Saved data entries
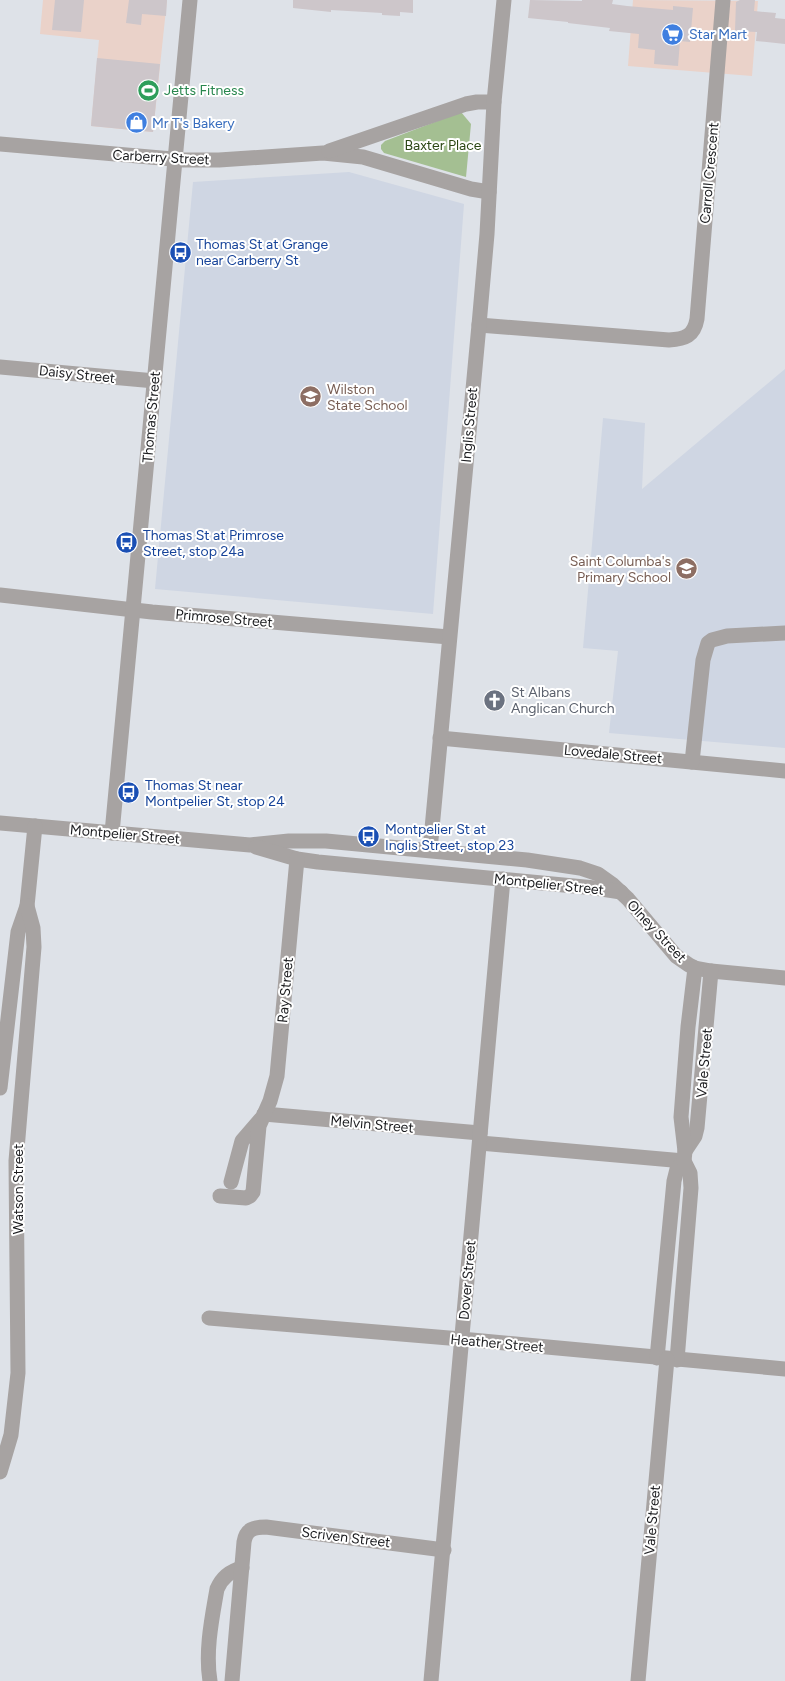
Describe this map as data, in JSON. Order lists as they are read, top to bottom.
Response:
{
  "streets": {
    "street": [
      "Carberry Street",
      "Carroll Crescent",
      "Daisy Street",
      "Thomas Street",
      "Inglis Street",
      "Primrose Street",
      "Lovedale Street",
      "Montpelier Street",
      "Olney Street",
      "Ray Street",
      "Vale Street",
      "Melvin Street",
      "Watson Street",
      "Dover Street",
      "Heather Street",
      "Scriven Street"
    ]
  },
  "crossings": [
    ["Carberry Street", "Thomas Street"],
    ["Carberry Street", "Inglis Street"],
    ["Carroll Crescent", "Inglis Street"],
    ["Daisy Street", "Thomas Street"],
    ["Thomas Street", "Primrose Street"],
    ["Thomas Street", "Montpelier Street"],
    ["Inglis Street", "Primrose Street"],
    ["Inglis Street", "Lovedale Street"],
    ["Inglis Street", "Montpelier Street"],
    ["Montpelier Street", "Olney Street"],
    ["Montpelier Street", "Ray Street"],
    ["Montpelier Street", "Watson Street"],
    ["Montpelier Street", "Dover Street"],
    ["Olney Street", "Vale Street"],
    ["Ray Street", "Melvin Street"],
    ["Vale Street", "Melvin Street"],
    ["Vale Street", "Heather Street"],
    ["Melvin Street", "Dover Street"],
    ["Dover Street", "Heather Street"],
    ["Dover Street", "Scriven Street"]
  ],
  "parks": ["Baxter Place"],
  "places": {
    "supermarket": ["Star Mart"],
    "sports": ["Jetts Fitness"],
    "shop": ["Mr T's Bakery"],
    "bus stop": [
      "Thomas St at Grange near Carberry St",
      "Thomas St at Primrose Street, stop 24a",
      "Thomas St near Montpelier St, stop 24",
      "Montpelier St at Inglis Street, stop 23"
    ],
    "school or university": ["Wilston State School", "Saint Columba's Primary School"],
    "church": ["St Albans Anglican Church"]
  }
}
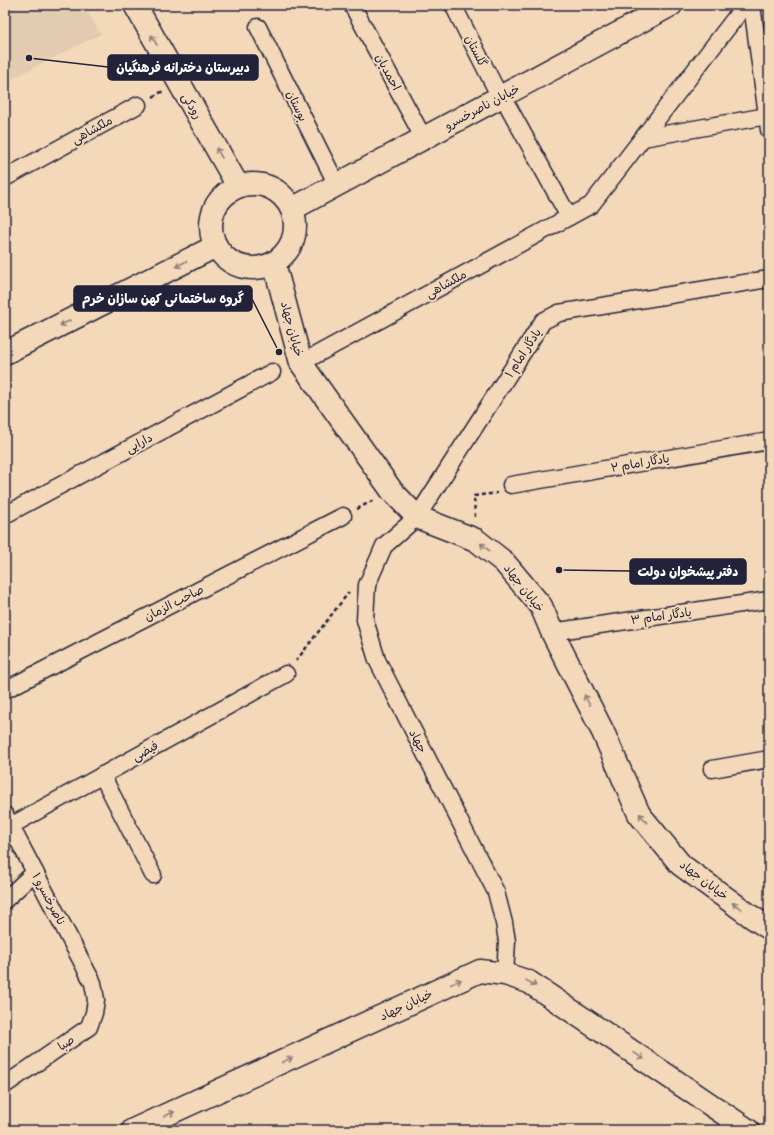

→ Work to be completed: Leave out every picture and copy the rest of the records exactly.

→ Exercise answer:
Describe this map as data, in JSON. Order lists as they are read, top to bottom.
Response:
{
  "streets": {
    "street": [
      "Carberry Street",
      "Carroll Crescent",
      "Daisy Street",
      "Thomas Street",
      "Inglis Street",
      "Primrose Street",
      "Lovedale Street",
      "Montpelier Street",
      "Olney Street",
      "Ray Street",
      "Vale Street",
      "Melvin Street",
      "Watson Street",
      "Dover Street",
      "Heather Street",
      "Scriven Street"
    ]
  },
  "crossings": [
    ["Carberry Street", "Thomas Street"],
    ["Carberry Street", "Inglis Street"],
    ["Carroll Crescent", "Inglis Street"],
    ["Daisy Street", "Thomas Street"],
    ["Thomas Street", "Primrose Street"],
    ["Thomas Street", "Montpelier Street"],
    ["Inglis Street", "Primrose Street"],
    ["Inglis Street", "Lovedale Street"],
    ["Inglis Street", "Montpelier Street"],
    ["Montpelier Street", "Olney Street"],
    ["Montpelier Street", "Ray Street"],
    ["Montpelier Street", "Watson Street"],
    ["Montpelier Street", "Dover Street"],
    ["Olney Street", "Vale Street"],
    ["Ray Street", "Melvin Street"],
    ["Vale Street", "Melvin Street"],
    ["Vale Street", "Heather Street"],
    ["Melvin Street", "Dover Street"],
    ["Dover Street", "Heather Street"],
    ["Dover Street", "Scriven Street"]
  ],
  "parks": ["Baxter Place"],
  "places": {
    "supermarket": ["Star Mart"],
    "sports": ["Jetts Fitness"],
    "shop": ["Mr T's Bakery"],
    "bus stop": [
      "Thomas St at Grange near Carberry St",
      "Thomas St at Primrose Street, stop 24a",
      "Thomas St near Montpelier St, stop 24",
      "Montpelier St at Inglis Street, stop 23"
    ],
    "school or university": ["Wilston State School", "Saint Columba's Primary School"],
    "church": ["St Albans Anglican Church"]
  }
}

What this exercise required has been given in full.